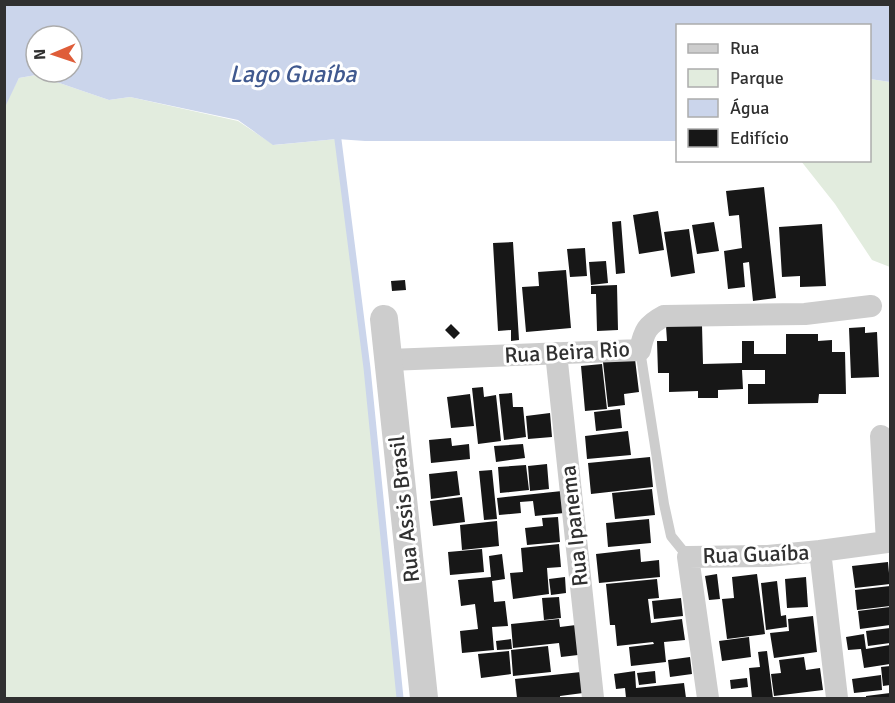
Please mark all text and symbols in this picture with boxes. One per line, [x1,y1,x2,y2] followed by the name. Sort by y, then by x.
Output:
[24,24,84,84] north arrow
[676,24,871,162] legend
[730,37,759,59] text: Rua
[30,49,50,60] text: N
[230,59,357,89] water label: Lago Guaíba
[730,67,784,89] text: Parque
[730,97,769,119] text: Água
[730,127,789,149] text: Edifício
[504,335,630,369] street label: Rua Beira Rio
[383,434,425,584] street label: Rua Assis Brasil
[554,464,594,588] street label: Rua Ipanema
[702,539,810,569] street label: Rua Guaíba

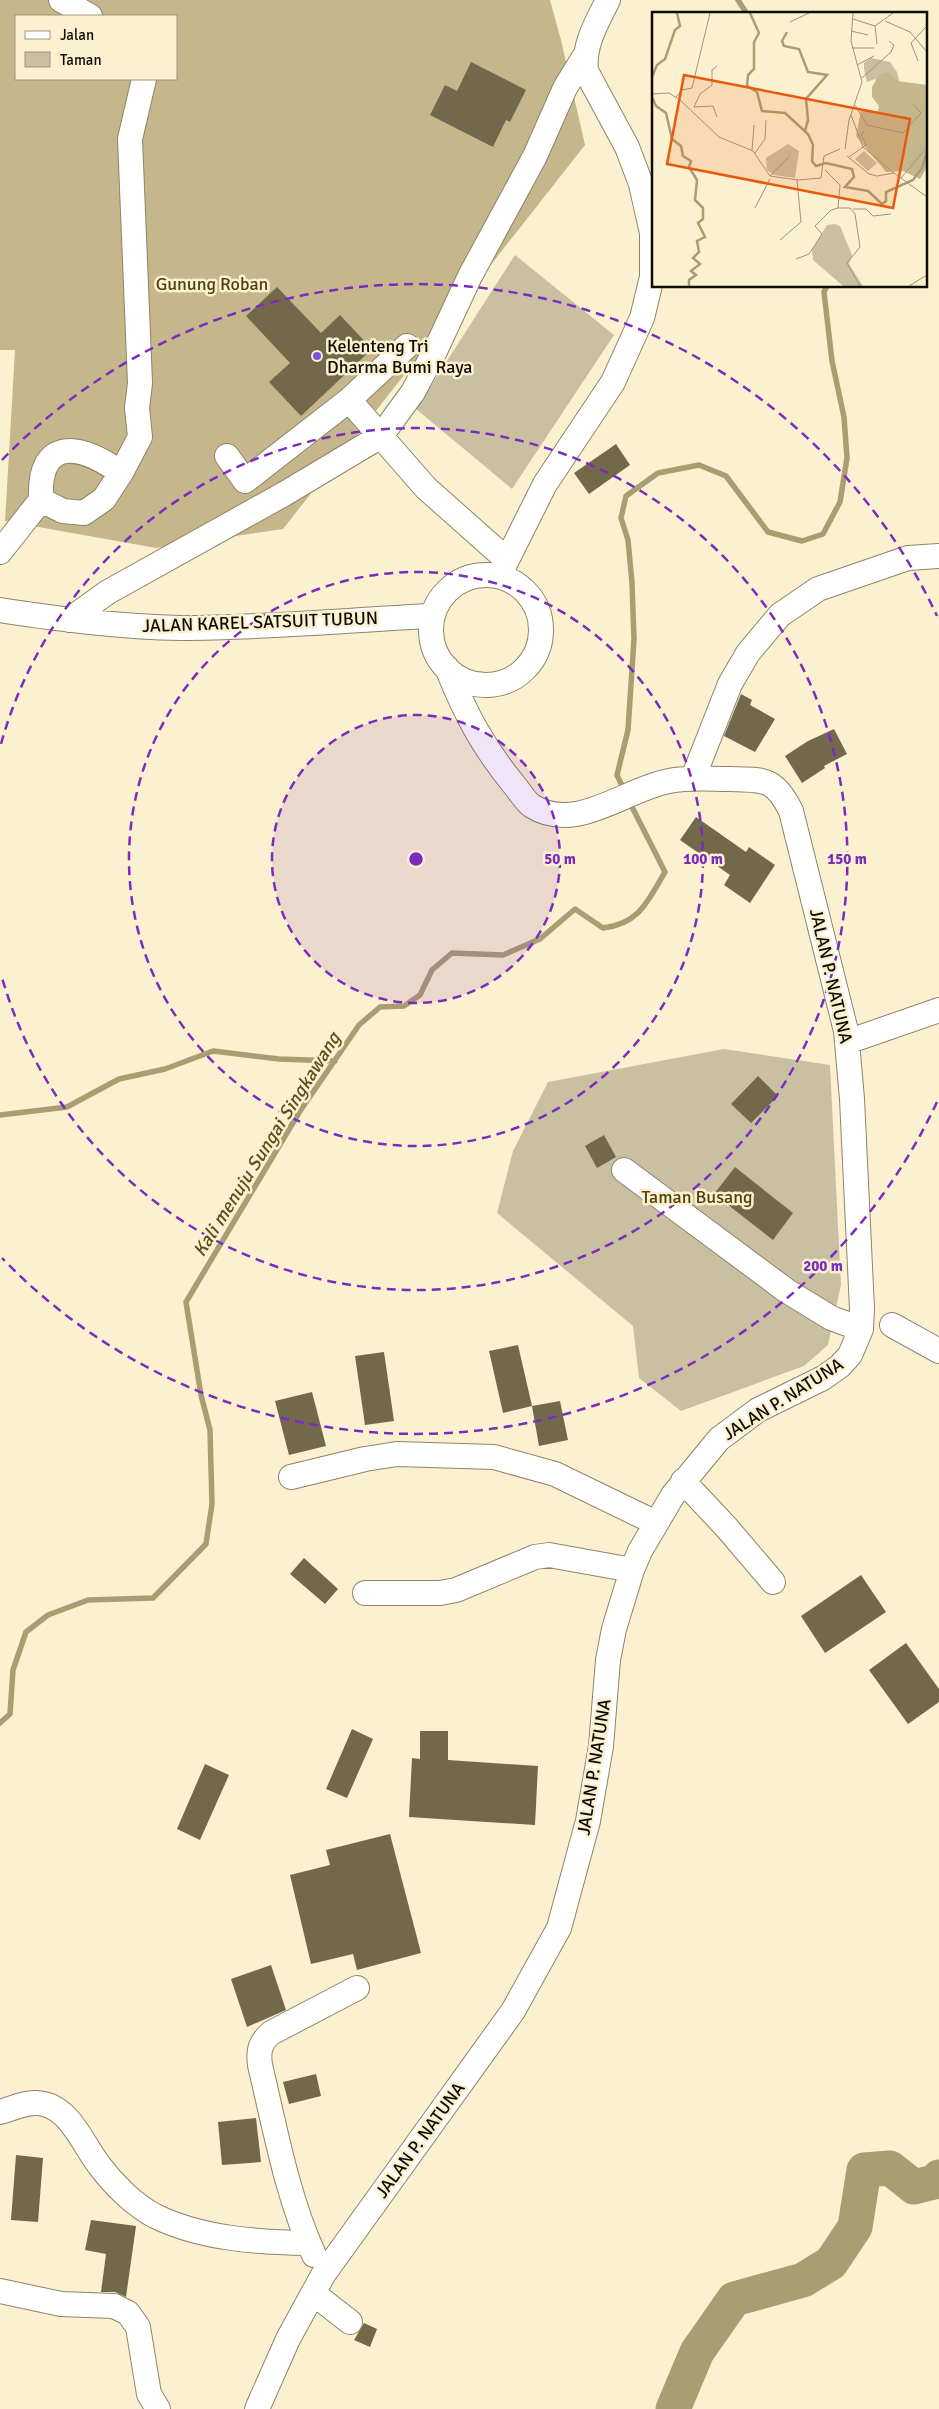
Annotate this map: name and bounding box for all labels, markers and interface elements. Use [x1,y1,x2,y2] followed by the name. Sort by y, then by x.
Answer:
[652,12,926,288] inset map
[15,15,178,80] legend
[60,26,94,44] text: Jalan
[60,51,102,69] text: Taman
[156,273,268,295] park label: Gunung Roban
[327,335,472,378] place label: Kelenteng Tri Dharma Bumi Raya
[311,350,323,362] marker: Kelenteng Tri Dharma Bumi Raya
[142,607,378,637] street label: JALAN KAREL SATSUIT TUBUN
[407,850,425,868] centre of rings
[544,850,576,868] text: 50 m
[683,850,723,868] text: 100 m
[827,850,867,868] text: 150 m
[805,906,857,1046] street label: JALAN P. NATUNA
[188,1026,347,1261] water label: Kali menuju Sungai Singkawang
[642,1186,752,1208] park label: Taman Busang
[803,1257,843,1275] text: 200 m
[719,1353,847,1445] street label: JALAN P. NATUNA
[572,1697,616,1837] street label: JALAN P. NATUNA
[371,2078,469,2202] street label: JALAN P. NATUNA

^^^^^^^^

DIRECTIONS
Pull out every line in the data above that has the word "name".

RESULT OF THE EXERCISE
Please mark all text and symbols in this picture with boxes. One per line, [x1,y1,x2,y2] followed by the name. Sort by y, then by x.
Annotate this map: name and bounding box for all labels, markers and interface elements. Use [x1,y1,x2,y2] followed by the name. Sort by y, then by x.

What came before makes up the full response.